Redistricting options appear to be narrowed

Likely choice would displease Glenmont

`Plan One just won'

School system office, board still must decide

October 02, 2002|By Tricia Bishop | Tricia Bishop,SUN STAFF

As the work of the Howard County boundary line advisory committee nears its end, it looks increasingly like elementary school Plan One, which would move a protesting Glenmont neighborhood from Thunder Hill into Phelps Luck, will be favored.

At a committee meeting last night, it apparently sank in for members of the group that even though they have spent months of late nights considering where the county's elementary and middle school pupils should attend school next year, it is still the school system's office of Geographic Systems that has the last word in deciding what to recommend to the Board of Education Oct. 24.

"We're not even going to have a clue as to what [they're] doing until the last minute," said committee member Dennis Castleman. "[We] probably did so much work that no one will ever read, it's pathetic."

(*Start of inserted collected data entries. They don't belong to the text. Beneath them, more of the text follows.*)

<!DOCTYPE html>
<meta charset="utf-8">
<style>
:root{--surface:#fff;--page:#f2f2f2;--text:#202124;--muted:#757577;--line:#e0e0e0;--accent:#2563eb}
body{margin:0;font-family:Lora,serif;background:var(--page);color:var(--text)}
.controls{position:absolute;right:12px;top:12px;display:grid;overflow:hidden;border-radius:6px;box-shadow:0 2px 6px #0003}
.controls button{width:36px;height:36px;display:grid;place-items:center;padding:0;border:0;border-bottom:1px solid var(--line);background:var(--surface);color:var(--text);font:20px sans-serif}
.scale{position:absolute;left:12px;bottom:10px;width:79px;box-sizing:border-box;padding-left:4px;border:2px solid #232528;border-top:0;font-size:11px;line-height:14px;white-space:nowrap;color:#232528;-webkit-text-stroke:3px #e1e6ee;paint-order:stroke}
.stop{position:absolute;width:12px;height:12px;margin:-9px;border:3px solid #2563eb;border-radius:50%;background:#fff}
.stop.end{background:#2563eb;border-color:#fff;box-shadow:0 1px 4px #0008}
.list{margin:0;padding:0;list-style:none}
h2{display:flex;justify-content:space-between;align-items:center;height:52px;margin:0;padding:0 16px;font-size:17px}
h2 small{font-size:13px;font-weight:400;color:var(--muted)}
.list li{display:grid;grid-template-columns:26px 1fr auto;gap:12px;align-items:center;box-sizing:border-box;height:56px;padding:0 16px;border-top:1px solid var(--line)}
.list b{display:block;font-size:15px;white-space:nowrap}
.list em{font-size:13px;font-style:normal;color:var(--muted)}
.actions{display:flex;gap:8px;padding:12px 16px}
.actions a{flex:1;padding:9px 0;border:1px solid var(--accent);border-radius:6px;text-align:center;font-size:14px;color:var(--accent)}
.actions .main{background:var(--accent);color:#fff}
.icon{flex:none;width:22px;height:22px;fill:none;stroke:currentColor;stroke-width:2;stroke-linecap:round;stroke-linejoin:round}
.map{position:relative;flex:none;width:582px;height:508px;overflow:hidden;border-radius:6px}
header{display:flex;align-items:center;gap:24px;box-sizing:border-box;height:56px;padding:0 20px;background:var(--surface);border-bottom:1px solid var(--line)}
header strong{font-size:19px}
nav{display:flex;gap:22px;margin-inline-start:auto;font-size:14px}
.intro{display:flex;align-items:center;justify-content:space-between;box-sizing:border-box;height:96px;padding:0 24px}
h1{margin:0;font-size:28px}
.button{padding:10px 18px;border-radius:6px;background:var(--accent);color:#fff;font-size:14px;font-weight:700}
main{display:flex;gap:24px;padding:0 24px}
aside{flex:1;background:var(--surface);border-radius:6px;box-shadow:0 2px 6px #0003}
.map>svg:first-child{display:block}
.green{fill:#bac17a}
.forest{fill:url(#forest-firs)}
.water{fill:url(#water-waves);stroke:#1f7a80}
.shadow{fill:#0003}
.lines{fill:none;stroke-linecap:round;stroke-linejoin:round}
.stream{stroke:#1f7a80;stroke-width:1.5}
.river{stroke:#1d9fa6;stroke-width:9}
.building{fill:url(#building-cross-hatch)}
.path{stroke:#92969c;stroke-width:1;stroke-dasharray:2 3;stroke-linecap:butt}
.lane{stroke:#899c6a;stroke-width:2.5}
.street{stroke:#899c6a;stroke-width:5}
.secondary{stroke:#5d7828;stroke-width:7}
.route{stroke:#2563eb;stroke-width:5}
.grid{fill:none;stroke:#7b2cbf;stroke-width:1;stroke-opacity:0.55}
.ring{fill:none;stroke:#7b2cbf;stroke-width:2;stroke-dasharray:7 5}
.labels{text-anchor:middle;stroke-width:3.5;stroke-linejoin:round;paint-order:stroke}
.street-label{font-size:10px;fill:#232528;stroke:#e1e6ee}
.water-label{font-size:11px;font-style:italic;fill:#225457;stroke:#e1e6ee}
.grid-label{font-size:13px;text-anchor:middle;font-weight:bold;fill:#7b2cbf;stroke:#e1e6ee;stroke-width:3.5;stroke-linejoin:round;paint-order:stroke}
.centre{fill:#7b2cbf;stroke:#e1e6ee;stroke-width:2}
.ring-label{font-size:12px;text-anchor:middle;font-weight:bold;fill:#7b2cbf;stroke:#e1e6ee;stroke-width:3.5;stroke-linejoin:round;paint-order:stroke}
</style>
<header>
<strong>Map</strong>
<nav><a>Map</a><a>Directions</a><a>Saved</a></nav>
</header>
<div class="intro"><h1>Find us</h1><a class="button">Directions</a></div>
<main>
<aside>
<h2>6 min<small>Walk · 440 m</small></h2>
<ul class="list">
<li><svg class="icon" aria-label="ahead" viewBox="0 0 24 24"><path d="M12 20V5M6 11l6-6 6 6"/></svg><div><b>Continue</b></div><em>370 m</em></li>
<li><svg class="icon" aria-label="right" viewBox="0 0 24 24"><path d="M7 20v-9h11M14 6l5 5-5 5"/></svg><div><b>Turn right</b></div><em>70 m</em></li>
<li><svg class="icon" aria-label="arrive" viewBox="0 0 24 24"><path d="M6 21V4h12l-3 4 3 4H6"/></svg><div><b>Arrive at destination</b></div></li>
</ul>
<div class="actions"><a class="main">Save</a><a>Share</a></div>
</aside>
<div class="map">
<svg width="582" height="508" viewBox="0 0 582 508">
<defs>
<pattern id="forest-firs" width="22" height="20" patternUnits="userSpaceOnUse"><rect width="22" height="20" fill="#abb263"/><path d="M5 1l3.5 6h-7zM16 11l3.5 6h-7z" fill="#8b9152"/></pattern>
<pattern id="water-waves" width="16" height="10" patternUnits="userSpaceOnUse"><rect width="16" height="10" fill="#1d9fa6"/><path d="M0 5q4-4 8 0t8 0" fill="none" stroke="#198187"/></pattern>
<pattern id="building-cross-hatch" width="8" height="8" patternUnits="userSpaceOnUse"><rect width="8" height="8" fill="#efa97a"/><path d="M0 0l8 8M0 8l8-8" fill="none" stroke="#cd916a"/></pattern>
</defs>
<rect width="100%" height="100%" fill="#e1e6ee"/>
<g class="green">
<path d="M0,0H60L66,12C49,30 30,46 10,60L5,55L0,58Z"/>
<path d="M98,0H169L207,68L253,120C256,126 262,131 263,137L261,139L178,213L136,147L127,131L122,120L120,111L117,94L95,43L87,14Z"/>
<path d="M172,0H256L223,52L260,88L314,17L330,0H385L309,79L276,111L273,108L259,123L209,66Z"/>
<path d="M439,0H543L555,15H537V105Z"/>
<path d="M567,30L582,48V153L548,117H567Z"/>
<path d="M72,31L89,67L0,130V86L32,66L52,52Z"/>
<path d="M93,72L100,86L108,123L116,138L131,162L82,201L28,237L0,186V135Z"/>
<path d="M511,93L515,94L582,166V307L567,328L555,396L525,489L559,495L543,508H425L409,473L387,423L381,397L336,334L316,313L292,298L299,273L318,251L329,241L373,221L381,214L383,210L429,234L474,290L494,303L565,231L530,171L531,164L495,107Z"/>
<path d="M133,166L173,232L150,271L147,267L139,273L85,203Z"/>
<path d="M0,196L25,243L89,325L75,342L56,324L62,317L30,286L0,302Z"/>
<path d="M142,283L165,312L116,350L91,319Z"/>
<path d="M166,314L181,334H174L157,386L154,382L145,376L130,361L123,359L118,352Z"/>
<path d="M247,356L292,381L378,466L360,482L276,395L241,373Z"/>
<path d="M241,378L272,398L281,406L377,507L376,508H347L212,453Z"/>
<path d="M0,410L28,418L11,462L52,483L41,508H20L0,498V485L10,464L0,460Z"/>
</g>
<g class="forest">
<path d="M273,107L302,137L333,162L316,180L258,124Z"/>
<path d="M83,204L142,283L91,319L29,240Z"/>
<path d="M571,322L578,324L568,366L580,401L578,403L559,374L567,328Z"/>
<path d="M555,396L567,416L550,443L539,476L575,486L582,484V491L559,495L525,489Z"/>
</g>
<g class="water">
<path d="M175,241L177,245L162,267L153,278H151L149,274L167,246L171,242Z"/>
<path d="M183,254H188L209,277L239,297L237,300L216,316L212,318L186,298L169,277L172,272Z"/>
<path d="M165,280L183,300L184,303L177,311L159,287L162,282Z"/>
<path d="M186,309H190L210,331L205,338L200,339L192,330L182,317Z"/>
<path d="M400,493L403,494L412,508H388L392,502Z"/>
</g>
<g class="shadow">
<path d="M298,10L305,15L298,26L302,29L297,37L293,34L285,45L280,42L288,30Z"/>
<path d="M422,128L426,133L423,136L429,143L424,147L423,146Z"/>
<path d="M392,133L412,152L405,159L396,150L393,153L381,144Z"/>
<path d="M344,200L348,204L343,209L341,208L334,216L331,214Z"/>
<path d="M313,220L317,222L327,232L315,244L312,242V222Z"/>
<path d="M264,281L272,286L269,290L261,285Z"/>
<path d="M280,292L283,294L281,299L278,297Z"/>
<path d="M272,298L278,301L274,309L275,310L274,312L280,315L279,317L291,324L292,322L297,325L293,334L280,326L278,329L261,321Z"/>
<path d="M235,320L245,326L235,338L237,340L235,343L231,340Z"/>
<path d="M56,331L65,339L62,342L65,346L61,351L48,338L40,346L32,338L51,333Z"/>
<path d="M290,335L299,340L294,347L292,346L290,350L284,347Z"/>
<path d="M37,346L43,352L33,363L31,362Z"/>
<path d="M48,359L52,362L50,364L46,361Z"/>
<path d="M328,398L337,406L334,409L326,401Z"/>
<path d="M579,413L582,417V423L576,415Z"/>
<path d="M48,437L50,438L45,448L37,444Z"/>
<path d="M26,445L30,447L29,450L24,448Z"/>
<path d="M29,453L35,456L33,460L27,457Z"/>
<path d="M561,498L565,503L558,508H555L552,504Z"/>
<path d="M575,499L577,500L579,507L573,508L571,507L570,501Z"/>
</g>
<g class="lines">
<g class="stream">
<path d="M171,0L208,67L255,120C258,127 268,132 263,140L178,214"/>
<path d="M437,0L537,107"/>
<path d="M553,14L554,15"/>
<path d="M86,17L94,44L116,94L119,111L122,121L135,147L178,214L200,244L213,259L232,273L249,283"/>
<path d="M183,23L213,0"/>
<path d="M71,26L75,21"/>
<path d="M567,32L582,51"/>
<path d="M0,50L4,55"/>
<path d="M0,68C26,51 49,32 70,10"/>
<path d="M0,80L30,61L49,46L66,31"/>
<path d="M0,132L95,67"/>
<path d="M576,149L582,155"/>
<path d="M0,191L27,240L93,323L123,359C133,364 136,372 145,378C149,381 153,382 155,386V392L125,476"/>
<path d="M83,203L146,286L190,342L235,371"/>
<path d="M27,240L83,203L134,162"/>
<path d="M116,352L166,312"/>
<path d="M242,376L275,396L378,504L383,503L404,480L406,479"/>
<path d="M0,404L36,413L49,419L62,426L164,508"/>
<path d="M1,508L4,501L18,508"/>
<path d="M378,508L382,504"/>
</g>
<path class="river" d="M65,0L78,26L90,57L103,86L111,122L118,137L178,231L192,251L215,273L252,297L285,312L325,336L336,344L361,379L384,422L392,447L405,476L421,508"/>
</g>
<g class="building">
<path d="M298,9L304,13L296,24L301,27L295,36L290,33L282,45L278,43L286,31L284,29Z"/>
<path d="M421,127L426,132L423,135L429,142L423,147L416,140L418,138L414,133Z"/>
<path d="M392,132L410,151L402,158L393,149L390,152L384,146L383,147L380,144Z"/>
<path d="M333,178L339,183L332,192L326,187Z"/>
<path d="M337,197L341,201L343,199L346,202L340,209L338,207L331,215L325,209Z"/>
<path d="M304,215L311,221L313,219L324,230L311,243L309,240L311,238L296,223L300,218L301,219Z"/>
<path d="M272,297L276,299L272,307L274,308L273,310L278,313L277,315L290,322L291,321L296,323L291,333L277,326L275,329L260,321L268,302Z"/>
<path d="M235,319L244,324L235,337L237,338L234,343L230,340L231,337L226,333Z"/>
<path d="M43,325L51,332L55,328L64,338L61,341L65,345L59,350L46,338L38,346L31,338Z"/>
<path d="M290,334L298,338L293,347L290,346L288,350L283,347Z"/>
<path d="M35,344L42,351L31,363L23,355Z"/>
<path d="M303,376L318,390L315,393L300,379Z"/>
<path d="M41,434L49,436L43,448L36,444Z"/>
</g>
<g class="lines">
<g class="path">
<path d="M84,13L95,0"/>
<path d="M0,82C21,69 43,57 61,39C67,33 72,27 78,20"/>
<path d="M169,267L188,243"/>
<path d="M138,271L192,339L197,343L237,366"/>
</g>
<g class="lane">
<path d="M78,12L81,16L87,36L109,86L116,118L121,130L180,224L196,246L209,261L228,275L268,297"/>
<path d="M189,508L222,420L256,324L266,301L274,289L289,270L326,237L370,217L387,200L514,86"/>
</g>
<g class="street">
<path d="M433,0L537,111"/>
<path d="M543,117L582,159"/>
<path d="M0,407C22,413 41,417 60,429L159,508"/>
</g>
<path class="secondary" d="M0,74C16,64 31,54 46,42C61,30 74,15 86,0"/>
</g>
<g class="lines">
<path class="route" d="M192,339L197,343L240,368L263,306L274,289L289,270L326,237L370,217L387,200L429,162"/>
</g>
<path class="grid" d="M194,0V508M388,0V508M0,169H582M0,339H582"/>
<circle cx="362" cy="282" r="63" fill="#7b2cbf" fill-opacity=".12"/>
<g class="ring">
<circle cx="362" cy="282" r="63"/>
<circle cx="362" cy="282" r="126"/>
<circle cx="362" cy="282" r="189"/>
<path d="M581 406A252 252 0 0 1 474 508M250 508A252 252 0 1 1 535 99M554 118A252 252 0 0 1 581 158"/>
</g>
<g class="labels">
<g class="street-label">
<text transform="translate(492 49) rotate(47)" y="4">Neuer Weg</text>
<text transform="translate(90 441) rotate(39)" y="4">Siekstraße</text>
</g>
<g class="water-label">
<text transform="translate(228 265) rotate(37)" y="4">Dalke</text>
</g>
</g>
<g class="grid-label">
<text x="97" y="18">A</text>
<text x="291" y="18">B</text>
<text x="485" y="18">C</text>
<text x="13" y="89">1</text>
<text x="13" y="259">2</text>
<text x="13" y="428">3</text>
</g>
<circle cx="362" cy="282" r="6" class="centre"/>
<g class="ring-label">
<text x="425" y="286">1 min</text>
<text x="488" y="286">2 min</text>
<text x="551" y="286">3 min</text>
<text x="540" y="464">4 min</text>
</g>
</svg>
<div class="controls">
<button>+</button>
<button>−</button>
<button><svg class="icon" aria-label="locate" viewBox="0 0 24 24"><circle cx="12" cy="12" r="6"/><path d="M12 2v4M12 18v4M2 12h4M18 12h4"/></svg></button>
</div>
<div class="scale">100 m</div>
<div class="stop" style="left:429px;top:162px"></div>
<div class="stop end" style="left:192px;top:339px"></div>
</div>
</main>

FOR THE RECORD - In an article in yesterday's Howard County edition of The Sun, a remark by Howard County School Boundary Line Committee member Dennis Castleman was placed in an inaccurate context. Castleman was referring to a previous year's bout of redistricting when he said the redistricting committee had done work no one will ever see. The Sun regrets the error.

Though no redistricting proposals were officially scrapped, it became increasingly clear that northeast region plans two and six are on the chopping block - not necessarily because committee members did not like them, but because the Geographic Systems office headed by David C. Drown did not develop them.

"Plan One will definitely go [forward]," committee member Tara Watts said. "That's the plan David Drown and his staff worked on for six months. The others came from the committee, with lots of voices. ... Plan One just won."

Plan One was changed slightly last night, though. It would send 34 kids from three streets - Good Hunters Ride, Little Foxes Run and Quiet Times - to Jeffers Hill instead of Phelps Luck.

Plan Three, the likely alternate, was also tweaked. It now would keep kids from Round Tree and Davis roads at Waterloo instead of sending them to Phelps Luck, and would move another 18 pupils from Waterloo into the new Bellows Spring Elementary.

Drown did assure the committee members that they would still recognize whatever plans he sent to the board, though he could not say they would recognize them after the board, the ultimate arbiter, got a hold of them.

Brampton Hills

If the plans move forward as predicted and are subsequently adopted, the Brampton Hills area will breathe a big sigh of relief.

Their kids attend Ilchester, and that is where they want them to stay, particularly because of special programs they say are available there. Plan One would keep the schoolchildren there instead of sending them to Waterloo or Phelps Luck.

"It's not so much that I don't want my kids to go to another school - nobody does, nobody likes change - but to take kids out of a program all of a sudden doesn't seem right," said Amy Vittori, whose first-grader gets what she calls "exclusive" phonics training at Ilchester. "It concerns me that they didn't look at school curriculum in making these moves."

Glenmont, on the other hand, is likely to balk.

It's a tight-knit community, as they all are, and none too happy about sending its kids to a school it considers a lesser performer.

"It's as much a social thing as it is a test score thing," said David Leatherman, who lives in Glenmont. "But the test score thing is a big thing."

Next steps

Much remains to be done, however, and only one meeting is left before the committee is dismissed from the planning phase.

Next Tuesday, members will reconvene after having read over the latest numbers on free and reduced-price meals, the Comprehensive Test of Basic Skills and feeder reports to try to weed through the contentious northeast region elementary school proposals to find the least offensive one.

The idea in considering that data, Drown said, is to avoid staggering changes and essentially even out the schools' numbers.

After the final meeting, Drown will take the remaining proposals back to his team, and it will make adjustments and pick the favorites. Then it is up to the board, which will make its final decisions, after several work sessions and public hearings, late next month.